## TASK DIRECTIONS
Give the data again exactly, stopping after the "position:absolute; left:21px; bottom:18px;" line.

*** AVAILABLE RECORDS Section Begins ***

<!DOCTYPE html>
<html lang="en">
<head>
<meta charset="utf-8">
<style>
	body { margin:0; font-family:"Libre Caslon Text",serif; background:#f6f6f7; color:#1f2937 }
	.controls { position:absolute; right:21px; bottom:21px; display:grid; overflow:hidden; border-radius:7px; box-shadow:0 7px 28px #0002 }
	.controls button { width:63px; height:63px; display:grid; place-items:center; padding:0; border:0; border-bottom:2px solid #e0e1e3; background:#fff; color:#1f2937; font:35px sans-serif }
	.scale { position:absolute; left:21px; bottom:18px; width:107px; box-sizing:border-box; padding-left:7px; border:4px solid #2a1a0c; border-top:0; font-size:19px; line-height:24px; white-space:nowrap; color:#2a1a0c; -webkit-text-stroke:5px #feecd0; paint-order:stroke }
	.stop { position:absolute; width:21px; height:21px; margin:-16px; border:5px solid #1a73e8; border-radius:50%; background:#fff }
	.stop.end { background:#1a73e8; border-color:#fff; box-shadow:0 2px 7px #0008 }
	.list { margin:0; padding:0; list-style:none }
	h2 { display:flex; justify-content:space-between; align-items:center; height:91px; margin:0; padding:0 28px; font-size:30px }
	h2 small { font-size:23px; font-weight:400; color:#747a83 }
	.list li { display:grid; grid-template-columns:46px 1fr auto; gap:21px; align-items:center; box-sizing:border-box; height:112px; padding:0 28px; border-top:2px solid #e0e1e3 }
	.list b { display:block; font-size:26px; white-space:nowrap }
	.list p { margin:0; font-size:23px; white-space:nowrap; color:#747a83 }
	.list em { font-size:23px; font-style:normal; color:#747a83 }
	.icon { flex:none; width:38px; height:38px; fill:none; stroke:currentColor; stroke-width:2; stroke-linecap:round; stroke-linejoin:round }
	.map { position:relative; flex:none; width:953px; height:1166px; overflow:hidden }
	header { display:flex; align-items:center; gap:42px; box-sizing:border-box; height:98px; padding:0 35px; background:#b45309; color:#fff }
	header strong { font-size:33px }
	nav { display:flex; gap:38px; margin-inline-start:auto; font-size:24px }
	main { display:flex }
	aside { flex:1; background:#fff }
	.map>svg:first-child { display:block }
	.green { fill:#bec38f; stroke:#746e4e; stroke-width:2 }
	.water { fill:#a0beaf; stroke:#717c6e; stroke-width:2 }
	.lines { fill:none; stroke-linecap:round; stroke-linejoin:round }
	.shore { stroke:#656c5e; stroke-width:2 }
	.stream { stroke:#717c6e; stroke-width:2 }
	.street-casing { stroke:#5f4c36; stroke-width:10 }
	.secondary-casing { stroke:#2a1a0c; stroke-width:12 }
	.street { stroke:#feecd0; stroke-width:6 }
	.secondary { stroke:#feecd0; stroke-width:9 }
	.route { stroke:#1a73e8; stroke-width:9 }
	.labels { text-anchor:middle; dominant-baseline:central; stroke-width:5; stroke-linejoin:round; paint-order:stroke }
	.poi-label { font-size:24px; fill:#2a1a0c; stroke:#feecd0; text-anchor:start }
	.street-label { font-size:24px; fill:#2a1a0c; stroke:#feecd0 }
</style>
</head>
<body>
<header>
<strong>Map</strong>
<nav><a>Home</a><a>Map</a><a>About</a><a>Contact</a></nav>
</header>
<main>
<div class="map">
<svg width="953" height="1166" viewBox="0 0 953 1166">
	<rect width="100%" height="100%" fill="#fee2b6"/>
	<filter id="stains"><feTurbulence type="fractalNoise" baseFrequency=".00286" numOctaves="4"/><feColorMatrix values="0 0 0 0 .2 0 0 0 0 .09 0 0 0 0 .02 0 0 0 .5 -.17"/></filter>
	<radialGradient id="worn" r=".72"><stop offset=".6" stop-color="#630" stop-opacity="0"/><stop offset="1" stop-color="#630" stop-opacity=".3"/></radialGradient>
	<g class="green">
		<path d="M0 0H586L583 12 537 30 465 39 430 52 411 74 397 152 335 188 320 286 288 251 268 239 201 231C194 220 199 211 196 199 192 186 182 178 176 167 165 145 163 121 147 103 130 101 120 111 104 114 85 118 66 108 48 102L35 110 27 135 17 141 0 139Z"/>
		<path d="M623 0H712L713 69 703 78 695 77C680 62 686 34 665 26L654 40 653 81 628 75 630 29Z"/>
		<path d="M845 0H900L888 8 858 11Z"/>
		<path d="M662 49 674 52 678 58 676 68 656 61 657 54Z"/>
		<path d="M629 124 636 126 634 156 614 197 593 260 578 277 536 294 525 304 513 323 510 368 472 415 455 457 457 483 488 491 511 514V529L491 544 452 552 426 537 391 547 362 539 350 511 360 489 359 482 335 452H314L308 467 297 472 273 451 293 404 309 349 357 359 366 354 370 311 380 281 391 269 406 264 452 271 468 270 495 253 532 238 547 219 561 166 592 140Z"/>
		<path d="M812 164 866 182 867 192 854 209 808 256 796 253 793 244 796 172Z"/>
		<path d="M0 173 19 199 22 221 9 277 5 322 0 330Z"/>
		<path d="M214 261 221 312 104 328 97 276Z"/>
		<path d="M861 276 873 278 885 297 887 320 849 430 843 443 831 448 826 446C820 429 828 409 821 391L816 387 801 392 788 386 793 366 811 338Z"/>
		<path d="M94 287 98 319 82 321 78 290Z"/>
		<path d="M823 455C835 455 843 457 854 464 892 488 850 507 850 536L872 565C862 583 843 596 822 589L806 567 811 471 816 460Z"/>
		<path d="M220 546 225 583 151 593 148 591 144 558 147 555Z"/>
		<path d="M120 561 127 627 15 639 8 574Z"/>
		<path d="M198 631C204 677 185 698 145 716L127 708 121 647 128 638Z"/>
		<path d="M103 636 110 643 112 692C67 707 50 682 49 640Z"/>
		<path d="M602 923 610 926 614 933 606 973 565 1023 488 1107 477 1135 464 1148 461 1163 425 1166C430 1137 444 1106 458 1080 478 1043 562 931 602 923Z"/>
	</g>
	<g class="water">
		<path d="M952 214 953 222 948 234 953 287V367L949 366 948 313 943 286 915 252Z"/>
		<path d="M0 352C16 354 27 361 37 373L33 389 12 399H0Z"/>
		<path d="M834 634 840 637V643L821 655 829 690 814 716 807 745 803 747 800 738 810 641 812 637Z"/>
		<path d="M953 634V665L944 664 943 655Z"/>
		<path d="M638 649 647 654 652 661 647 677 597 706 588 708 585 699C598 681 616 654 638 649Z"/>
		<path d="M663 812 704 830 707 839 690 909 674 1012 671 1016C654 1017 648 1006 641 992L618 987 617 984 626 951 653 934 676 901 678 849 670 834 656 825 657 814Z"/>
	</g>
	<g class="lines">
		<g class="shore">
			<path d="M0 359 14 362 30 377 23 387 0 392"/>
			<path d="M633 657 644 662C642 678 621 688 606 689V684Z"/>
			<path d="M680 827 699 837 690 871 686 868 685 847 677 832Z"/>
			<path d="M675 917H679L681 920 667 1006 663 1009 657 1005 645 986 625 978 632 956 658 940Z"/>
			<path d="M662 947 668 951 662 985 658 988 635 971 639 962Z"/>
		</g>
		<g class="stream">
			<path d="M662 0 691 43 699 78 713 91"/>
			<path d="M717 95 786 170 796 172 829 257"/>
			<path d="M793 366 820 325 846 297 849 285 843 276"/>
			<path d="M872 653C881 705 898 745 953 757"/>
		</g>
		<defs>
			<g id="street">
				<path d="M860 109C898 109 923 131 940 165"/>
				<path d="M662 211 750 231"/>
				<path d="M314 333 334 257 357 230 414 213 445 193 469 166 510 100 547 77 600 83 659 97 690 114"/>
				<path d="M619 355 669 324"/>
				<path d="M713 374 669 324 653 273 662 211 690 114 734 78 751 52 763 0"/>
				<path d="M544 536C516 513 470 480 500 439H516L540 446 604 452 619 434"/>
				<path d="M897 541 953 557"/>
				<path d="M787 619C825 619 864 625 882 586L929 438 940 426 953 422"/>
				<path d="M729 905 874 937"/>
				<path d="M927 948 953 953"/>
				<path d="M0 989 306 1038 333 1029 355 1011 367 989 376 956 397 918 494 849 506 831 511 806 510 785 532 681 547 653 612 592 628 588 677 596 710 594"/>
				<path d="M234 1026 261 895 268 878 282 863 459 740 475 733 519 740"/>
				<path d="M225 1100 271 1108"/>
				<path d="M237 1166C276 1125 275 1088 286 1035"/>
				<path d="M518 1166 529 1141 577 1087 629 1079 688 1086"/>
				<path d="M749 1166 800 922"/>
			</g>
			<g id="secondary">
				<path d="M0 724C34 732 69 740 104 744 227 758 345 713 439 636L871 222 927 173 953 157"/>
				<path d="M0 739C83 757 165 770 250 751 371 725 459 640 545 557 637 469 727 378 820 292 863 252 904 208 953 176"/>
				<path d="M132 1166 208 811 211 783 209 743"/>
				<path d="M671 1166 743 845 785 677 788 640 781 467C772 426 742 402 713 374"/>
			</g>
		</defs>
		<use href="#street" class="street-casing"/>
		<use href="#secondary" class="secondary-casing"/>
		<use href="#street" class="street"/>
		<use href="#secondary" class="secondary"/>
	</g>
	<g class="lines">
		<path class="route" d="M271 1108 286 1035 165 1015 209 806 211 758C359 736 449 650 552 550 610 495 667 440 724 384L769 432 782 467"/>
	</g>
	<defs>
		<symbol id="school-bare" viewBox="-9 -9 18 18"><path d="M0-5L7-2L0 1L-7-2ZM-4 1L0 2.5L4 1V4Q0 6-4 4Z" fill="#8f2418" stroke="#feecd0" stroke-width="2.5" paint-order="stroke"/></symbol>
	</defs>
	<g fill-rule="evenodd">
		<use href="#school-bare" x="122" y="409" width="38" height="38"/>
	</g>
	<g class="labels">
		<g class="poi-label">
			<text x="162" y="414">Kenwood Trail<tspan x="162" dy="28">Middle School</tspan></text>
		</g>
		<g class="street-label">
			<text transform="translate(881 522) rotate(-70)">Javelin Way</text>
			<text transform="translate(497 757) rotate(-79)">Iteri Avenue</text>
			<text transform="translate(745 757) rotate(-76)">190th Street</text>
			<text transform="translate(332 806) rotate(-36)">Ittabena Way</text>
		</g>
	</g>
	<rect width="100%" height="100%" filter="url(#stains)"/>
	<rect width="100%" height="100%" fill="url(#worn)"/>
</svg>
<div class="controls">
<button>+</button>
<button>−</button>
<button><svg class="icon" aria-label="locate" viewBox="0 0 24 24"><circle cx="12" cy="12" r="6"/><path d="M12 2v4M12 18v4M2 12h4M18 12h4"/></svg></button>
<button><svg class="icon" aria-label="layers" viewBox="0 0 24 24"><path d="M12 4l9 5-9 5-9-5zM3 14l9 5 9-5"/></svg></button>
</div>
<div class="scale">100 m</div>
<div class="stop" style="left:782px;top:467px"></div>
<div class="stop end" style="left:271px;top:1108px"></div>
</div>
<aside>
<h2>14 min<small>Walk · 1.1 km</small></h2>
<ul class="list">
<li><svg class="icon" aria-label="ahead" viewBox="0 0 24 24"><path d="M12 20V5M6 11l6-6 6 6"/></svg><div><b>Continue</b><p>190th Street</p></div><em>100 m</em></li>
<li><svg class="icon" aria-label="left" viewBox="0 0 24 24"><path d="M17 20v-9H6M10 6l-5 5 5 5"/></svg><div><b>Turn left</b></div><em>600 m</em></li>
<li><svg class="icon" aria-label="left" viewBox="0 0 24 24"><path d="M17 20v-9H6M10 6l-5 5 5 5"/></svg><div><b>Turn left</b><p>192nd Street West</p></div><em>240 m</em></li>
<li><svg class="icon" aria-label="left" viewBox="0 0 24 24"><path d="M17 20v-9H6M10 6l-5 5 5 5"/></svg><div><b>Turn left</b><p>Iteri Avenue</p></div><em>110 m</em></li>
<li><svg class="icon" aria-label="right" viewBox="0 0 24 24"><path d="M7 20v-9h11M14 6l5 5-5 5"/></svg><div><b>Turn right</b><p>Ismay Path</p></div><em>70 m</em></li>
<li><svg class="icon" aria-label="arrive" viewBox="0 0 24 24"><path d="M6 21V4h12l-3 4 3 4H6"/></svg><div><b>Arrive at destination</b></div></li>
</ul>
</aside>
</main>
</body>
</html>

*** AVAILABLE RECORDS Section Ends ***

## RESPONSE
<!DOCTYPE html>
<html lang="en">
<head>
<meta charset="utf-8">
<style>
	body { margin:0; font-family:"Libre Caslon Text",serif; background:#f6f6f7; color:#1f2937 }
	.controls { position:absolute; right:21px; bottom:21px; display:grid; overflow:hidden; border-radius:7px; box-shadow:0 7px 28px #0002 }
	.controls button { width:63px; height:63px; display:grid; place-items:center; padding:0; border:0; border-bottom:2px solid #e0e1e3; background:#fff; color:#1f2937; font:35px sans-serif }
	.scale { position:absolute; left:21px; bottom:18px; width:107px; box-sizing:border-box; padding-left:7px; border:4px solid #2a1a0c; border-top:0; font-size:19px; line-height:24px; white-space:nowrap; color:#2a1a0c; -webkit-text-stroke:5px #feecd0; paint-order:stroke }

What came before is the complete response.